[2.6-rcX-mmX] File descriptor (?) problem under high io to ide disk

From: jan malstrom
Date: Tue May 31 2005 - 11:54:46 EST


when reading many fragmented files the system slows down to a crawl,
often stalling for a second or two. with preemption enabled it gets better but still occurs.

the real problem is that under such pressure i get errors from alsa
applications stating that the file descriptor is in a bad state.
azureus (a bittorrent app) gives me following error: "Likely network
disconnect/reconnect: Repairing 1 selector, xx keys"

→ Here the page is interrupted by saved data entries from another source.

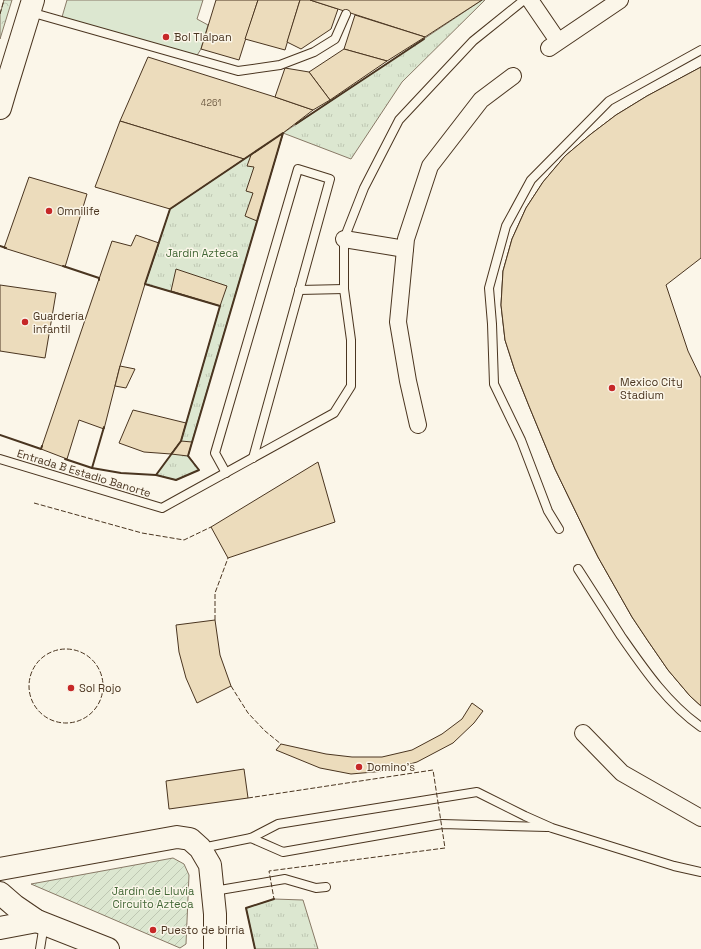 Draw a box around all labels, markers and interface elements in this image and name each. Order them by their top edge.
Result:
place label: Bol Tlalpan [174,30,232,44]
marker: Bol Tlalpan [161,32,171,42]
house number: 4261 [201,97,221,109]
place label: Omnilife [57,204,100,218]
marker: Omnilife [44,206,54,216]
park label: Jardín Azteca [166,246,239,260]
place label: Guardería infantil [33,309,85,336]
marker: Guardería infantil [20,317,30,327]
place label: Mexico City Stadium [620,375,683,402]
marker: Mexico City Stadium [607,383,617,393]
street label: Entrada B Estadio Banorte [15,446,153,500]
place label: Sol Rojo [79,681,122,695]
marker: Sol Rojo [66,683,76,693]
place label: Domino's [367,760,415,774]
marker: Domino's [354,762,364,772]
park label: Jardín de Lluvia Circuito Azteca [112,884,195,911]
place label: Puesto de birria [161,923,245,937]
marker: Puesto de birria [148,925,158,935]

their description of the problem is :
"That message is shown when network socket selector spin is detected,
and it's pretty hard to trip it off without there actually being a
problem; i.e. false positives are extremely rare. Without getting into
specifics, a socket selector is a high-speed way of knowing when a
socket is ready to be written to / read from ( ala poll() ). In this
case, to warrant a popup alert, a select op would have to return,
prematurely, without having selected any channels for readiness 10,000
times in a row. If this happens consistently, something is most
definitely wrong."

when i used xfs a while ago i had severe corruptions with files
intermixed with content from other files
reiserfs and reiser4 seem to be not having these problems as i havent
had any corruption at all with them

the problem is not related to java as it also happens to alsa and xfs

i already tried the standard ide drivers and leaving the intel/ich4
stuff out but that didnt help.
preemption on or off doesnt matter.
pio mode, dma and.or unmasked interrupt on the drives didnt matter.

another interesting thing is that my usb disk works like a charm and
soent trigger that problem while a simple cat /dev/hda > /dev/null is
enough to get errors from azureus or mplayer when pausing a sound file.

i want able to test if the problem only occurs when reading from the disk.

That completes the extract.